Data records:
════════
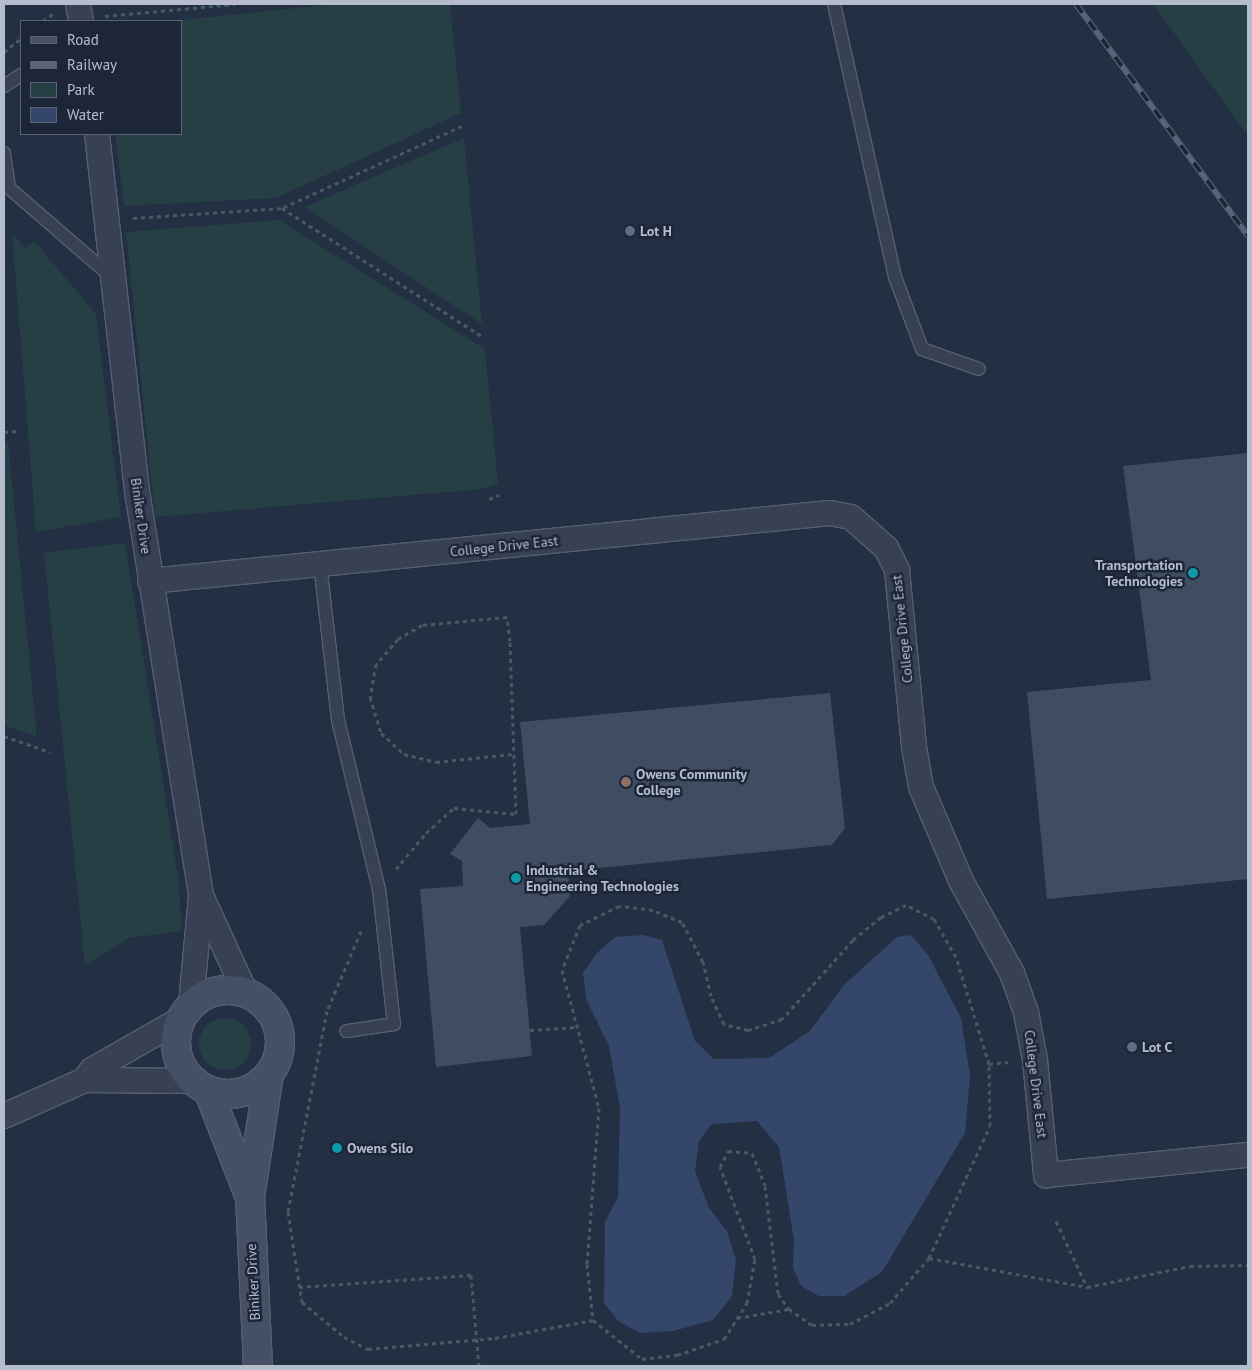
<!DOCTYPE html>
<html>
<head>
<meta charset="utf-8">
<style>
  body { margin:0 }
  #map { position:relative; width:1252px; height:1370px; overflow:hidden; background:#232f43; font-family:"PT Sans",sans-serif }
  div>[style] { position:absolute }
  .green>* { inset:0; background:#253f44 }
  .round { border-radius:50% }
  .water>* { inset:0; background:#34476a }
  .building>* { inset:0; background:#3f4d63 }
  .path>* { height:3px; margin-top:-1.5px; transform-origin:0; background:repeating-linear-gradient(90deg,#445c61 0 4px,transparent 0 8px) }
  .roads { filter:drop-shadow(1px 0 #565f70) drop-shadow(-1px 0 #565f70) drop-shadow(0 1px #565f70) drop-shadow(0 -1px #565f70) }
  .lane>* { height:12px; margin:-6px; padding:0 6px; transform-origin:6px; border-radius:6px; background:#384153 }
  .street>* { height:24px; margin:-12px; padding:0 12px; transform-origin:12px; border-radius:12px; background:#384153 }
  .secondary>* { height:28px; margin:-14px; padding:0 14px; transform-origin:14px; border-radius:14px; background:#455066 }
  .secondary>.ring { margin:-14px; padding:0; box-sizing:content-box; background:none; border:28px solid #455066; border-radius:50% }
  .rail>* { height:5.5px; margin-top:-2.75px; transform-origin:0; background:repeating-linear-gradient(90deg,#1d2638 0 11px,#5a657a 0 22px); box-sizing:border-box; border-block:1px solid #5a657a }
  .path-bridge>* { height:3px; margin-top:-1.5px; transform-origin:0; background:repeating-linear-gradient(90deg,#445c61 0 4px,transparent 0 8px) }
  .dots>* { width:14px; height:14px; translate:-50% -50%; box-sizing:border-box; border:2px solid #1d2638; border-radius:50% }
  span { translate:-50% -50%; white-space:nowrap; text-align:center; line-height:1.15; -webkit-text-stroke:5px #1d2638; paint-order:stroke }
  .poi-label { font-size:14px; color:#b5bdcd; font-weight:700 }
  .left { translate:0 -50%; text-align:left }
  .right { translate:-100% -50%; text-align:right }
  .street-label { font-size:14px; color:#b5bdcd }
  .frame { position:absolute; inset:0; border:5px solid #b5bdcd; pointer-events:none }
  .legend { position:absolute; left:20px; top:20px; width:162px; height:115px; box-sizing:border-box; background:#1d2638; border:1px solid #5a6274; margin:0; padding:6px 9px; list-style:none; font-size:15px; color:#b5bdcd }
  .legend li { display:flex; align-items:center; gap:10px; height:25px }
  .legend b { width:25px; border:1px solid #5a6274 }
</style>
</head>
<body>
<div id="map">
  <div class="green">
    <i style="clip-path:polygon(335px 4px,450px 4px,461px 113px,276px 198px,124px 206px,115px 134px,181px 134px,181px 21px,171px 21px)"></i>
    <i style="clip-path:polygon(1153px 4px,1248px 4px,1248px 136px)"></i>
    <i style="clip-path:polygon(464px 138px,482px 324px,304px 207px)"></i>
    <i style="clip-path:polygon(279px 220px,485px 349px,498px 483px,483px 489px,155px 517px,126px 232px)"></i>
    <i style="clip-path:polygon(12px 233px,25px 248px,34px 241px,96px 314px,121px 517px,36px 532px)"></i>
    <i style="clip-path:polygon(4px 442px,8px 442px,37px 737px,4px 725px)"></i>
    <i style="clip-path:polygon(125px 543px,179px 883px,182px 931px,129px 938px,85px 966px,44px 553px)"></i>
    <i class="round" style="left:199px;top:1018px;width:52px;height:52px"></i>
  </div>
  <div class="water">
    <i style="clip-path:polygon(643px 935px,662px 940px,695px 1041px,714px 1059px,769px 1058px,810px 1031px,844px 985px,897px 937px,911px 935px,928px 955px,961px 1018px,970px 1076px,965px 1133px,882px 1272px,844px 1296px,819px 1296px,801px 1286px,793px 1268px,794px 1240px,779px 1147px,757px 1121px,712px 1124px,699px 1141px,695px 1171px,709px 1208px,727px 1231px,736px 1260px,732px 1296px,713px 1320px,673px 1331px,640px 1333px,618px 1321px,604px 1303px,605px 1222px,618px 1197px,620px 1108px,609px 1046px,586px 999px,583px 973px,597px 953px,615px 937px)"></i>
  </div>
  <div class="building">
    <i style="clip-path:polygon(1248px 453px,1248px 879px,1047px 899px,1027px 692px,1151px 680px,1123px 466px)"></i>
    <i style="clip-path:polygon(830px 693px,845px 828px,832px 845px,568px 871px,570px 896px,544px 925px,520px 927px,532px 1056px,436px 1067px,420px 889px,463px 886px,462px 861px,450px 854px,478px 818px,490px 828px,530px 824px,520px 722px)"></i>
    <i class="round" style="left:331px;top:1142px;width:12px;height:12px"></i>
  </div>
  <div class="path">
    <i style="left:105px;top:16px;width:131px;rotate:-5.3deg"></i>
    <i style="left:43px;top:21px;width:14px;rotate:-36deg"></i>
    <i style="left:4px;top:52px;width:22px;rotate:-39deg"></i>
    <i style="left:462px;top:126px;width:198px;rotate:155.5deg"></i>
    <i style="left:282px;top:208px;width:239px;rotate:32.7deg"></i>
    <i style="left:133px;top:218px;width:149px;rotate:-3.8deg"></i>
    <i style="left:4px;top:432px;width:15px;rotate:-4deg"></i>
    <i style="left:489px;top:499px;width:11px;rotate:-22deg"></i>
    <i style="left:4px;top:736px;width:49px;rotate:19.2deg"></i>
    <i style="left:396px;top:869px;width:47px;rotate:-50.2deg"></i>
    <i style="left:426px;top:833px;width:38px;rotate:-42deg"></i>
    <i style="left:454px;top:808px;width:62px;rotate:5.5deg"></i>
    <i style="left:516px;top:814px;width:173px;rotate:-92deg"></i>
    <i style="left:510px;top:641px;width:24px;rotate:-97deg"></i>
    <i style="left:507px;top:617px;width:85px;rotate:174.6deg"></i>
    <i style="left:422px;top:625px;width:28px;rotate:150deg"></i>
    <i style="left:398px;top:639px;width:33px;rotate:131deg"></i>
    <i style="left:376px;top:664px;width:34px;rotate:100deg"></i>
    <i style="left:370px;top:697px;width:38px;rotate:73deg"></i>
    <i style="left:381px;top:733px;width:31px;rotate:42deg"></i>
    <i style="left:404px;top:754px;width:33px;rotate:14deg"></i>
    <i style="left:436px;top:762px;width:78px;rotate:-5.9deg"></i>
    <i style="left:361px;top:931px;width:87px;rotate:113deg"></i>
    <i style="left:327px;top:1011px;width:205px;rotate:101deg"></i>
    <i style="left:288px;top:1212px;width:91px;rotate:81.2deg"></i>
    <i style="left:302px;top:1302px;width:55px;rotate:39.8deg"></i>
    <i style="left:344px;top:1337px;width:27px;rotate:27deg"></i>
    <i style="left:368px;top:1349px;width:127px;rotate:-5deg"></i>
    <i style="left:495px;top:1338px;width:100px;rotate:-10.4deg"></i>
    <i style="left:530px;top:1030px;width:47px;rotate:-3.7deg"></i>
    <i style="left:989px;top:1064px;width:19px;rotate:-6deg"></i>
    <i style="left:1056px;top:1221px;width:73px;rotate:64.8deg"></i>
    <i style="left:929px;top:1258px;width:161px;rotate:10.4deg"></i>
    <i style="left:1087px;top:1287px;width:105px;rotate:-11.5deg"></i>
    <i style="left:1190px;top:1266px;width:58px;rotate:-1deg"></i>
    <i style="left:299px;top:1287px;width:172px;rotate:-4deg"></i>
    <i style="left:737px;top:1318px;width:53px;rotate:-9.8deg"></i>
    <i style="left:789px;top:1309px;width:28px;rotate:35deg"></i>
    <i style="left:812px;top:1325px;width:38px;rotate:-2deg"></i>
    <i style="left:850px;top:1324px;width:45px;rotate:-27.7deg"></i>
    <i style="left:890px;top:1303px;width:60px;rotate:-49.1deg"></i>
    <i style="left:929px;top:1258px;width:145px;rotate:-65.2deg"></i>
    <i style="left:990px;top:1126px;width:62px;rotate:-90.9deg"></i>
    <i style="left:989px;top:1064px;width:112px;rotate:-107.1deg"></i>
    <i style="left:956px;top:957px;width:44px;rotate:-120.1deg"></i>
    <i style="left:934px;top:919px;width:31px;rotate:-153deg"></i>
    <i style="left:906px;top:905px;width:28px;rotate:154deg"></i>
    <i style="left:881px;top:917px;width:36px;rotate:141deg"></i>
    <i style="left:853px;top:940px;width:106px;rotate:131.9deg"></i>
    <i style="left:782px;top:1019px;width:36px;rotate:162deg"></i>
    <i style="left:748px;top:1030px;width:25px;rotate:-166deg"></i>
    <i style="left:724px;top:1024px;width:31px;rotate:-115deg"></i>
    <i style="left:711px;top:996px;width:35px;rotate:-103deg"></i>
    <i style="left:703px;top:962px;width:45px;rotate:-117.7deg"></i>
    <i style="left:682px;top:922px;width:31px;rotate:-158deg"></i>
    <i style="left:653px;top:910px;width:34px;rotate:-173deg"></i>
    <i style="left:619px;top:906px;width:43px;rotate:154deg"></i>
    <i style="left:580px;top:925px;width:48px;rotate:111.8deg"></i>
    <i style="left:562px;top:970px;width:143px;rotate:75deg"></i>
    <i style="left:599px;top:1108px;width:156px;rotate:94.4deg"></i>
    <i style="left:587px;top:1264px;width:56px;rotate:83.9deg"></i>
    <i style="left:593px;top:1320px;width:63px;rotate:38.5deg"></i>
    <i style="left:642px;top:1359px;width:35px;rotate:-7deg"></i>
    <i style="left:677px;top:1355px;width:50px;rotate:-18.8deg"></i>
    <i style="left:724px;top:1339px;width:43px;rotate:-57.4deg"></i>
    <i style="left:747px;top:1303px;width:45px;rotate:-79.7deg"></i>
    <i style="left:755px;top:1259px;width:98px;rotate:-110.8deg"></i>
    <i style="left:720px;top:1167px;width:18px;rotate:-63deg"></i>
    <i style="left:728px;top:1151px;width:24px;rotate:5deg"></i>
    <i style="left:752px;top:1153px;width:35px;rotate:68deg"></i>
    <i style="left:765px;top:1186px;width:109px;rotate:83.1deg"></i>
    <i style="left:778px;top:1294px;width:19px;rotate:54deg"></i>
  </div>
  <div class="roads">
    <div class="lane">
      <i style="left:834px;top:4px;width:280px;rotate:77.4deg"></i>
      <i style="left:895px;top:277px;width:77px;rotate:69.4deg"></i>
      <i style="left:922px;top:349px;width:60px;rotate:19.3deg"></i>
      <i style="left:4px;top:86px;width:20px;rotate:-33deg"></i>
      <i style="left:4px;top:153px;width:35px;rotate:82deg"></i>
      <i style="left:9px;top:188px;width:138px;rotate:40.9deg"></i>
      <i style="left:320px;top:564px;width:157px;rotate:83.4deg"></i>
      <i style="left:338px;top:720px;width:174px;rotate:76.4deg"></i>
      <i style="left:379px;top:889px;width:136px;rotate:83.7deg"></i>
      <i style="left:394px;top:1024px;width:48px;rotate:171.5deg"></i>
    </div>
    <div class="street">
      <i style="left:78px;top:4px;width:17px;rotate:80deg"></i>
      <i style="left:97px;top:134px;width:365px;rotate:83.6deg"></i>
      <i style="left:138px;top:497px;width:404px;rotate:81deg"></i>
      <i style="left:201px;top:896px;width:108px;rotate:95.3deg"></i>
      <i style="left:150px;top:581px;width:683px;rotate:-5.71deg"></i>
      <i style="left:830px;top:513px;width:21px;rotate:11deg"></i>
      <i style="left:851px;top:517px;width:47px;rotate:41.5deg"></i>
      <i style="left:886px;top:548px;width:25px;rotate:63deg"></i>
      <i style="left:897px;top:570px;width:178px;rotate:84.5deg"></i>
      <i style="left:914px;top:747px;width:41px;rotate:80.1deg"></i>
      <i style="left:921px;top:787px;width:102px;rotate:66.9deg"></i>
      <i style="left:961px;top:881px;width:105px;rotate:61deg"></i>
      <i style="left:1012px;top:973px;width:41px;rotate:70.3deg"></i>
      <i style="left:1026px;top:1012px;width:49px;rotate:79.4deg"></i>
      <i style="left:1035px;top:1060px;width:116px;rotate:84.5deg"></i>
      <i style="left:1046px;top:1175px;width:203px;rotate:-5.7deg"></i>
      <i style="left:203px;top:900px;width:103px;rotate:65.4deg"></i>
      <i style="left:85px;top:1080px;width:109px;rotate:0.5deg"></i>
      <i style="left:4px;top:1116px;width:89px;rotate:-24deg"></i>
      <i style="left:85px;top:1080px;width:12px;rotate:-55deg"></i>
      <i style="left:92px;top:1070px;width:103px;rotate:-29.8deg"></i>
    </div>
    <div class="secondary">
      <i class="ring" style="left:176px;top:990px;width:76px;height:76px"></i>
      <i style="left:208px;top:1090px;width:113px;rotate:68.7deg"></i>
      <i style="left:258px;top:1366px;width:169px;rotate:-92.7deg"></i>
      <i style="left:250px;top:1197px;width:124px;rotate:-81.2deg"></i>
    </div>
  </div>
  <div class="rail">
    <i style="left:1076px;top:4px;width:289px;rotate:53.4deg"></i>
  </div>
  <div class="path-bridge">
    <i style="left:471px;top:1275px;width:91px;rotate:85deg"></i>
  </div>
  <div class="dots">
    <i style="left:630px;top:231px;background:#5c6f8a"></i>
    <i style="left:1193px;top:573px;background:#0f9aa8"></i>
    <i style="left:626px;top:782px;background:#8d6e63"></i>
    <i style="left:516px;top:878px;background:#0f9aa8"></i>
    <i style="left:1132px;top:1047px;background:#5c6f8a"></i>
    <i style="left:337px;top:1148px;background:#0f9aa8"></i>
  </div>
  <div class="poi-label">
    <span class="left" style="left:640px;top:231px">Lot H</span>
    <span class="right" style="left:1183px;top:573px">Transportation<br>Technologies</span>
    <span class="left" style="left:636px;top:782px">Owens Community<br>College</span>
    <span class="left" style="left:526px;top:878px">Industrial &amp;<br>Engineering Technologies</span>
    <span class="left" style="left:1142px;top:1047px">Lot C</span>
    <span class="left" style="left:347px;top:1148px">Owens Silo</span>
  </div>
  <div class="street-label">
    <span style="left:141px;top:516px;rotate:82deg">Biniker Drive</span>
    <span style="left:504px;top:546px;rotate:-6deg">College Drive East</span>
    <span style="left:902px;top:629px;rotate:-96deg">College Drive East</span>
    <span style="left:1036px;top:1084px;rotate:83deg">College Drive East</span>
    <span style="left:253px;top:1282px;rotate:-93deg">Biniker Drive</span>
  </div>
  <div class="frame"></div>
  <ul class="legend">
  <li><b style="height:6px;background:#455066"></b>Road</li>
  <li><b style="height:6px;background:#5a657a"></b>Railway</li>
  <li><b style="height:14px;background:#253f44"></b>Park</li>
  <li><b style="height:14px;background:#34476a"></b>Water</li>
  </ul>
</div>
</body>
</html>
════════
What to produce ->
Which lines in the records above contain the word "roads"? Return each of them.

Response to the exercise ->
  .roads { filter:drop-shadow(1px 0 #565f70) drop-shadow(-1px 0 #565f70) drop-shadow(0 1px #565f70) drop-shadow(0 -1px #565f70) }
  <div class="roads">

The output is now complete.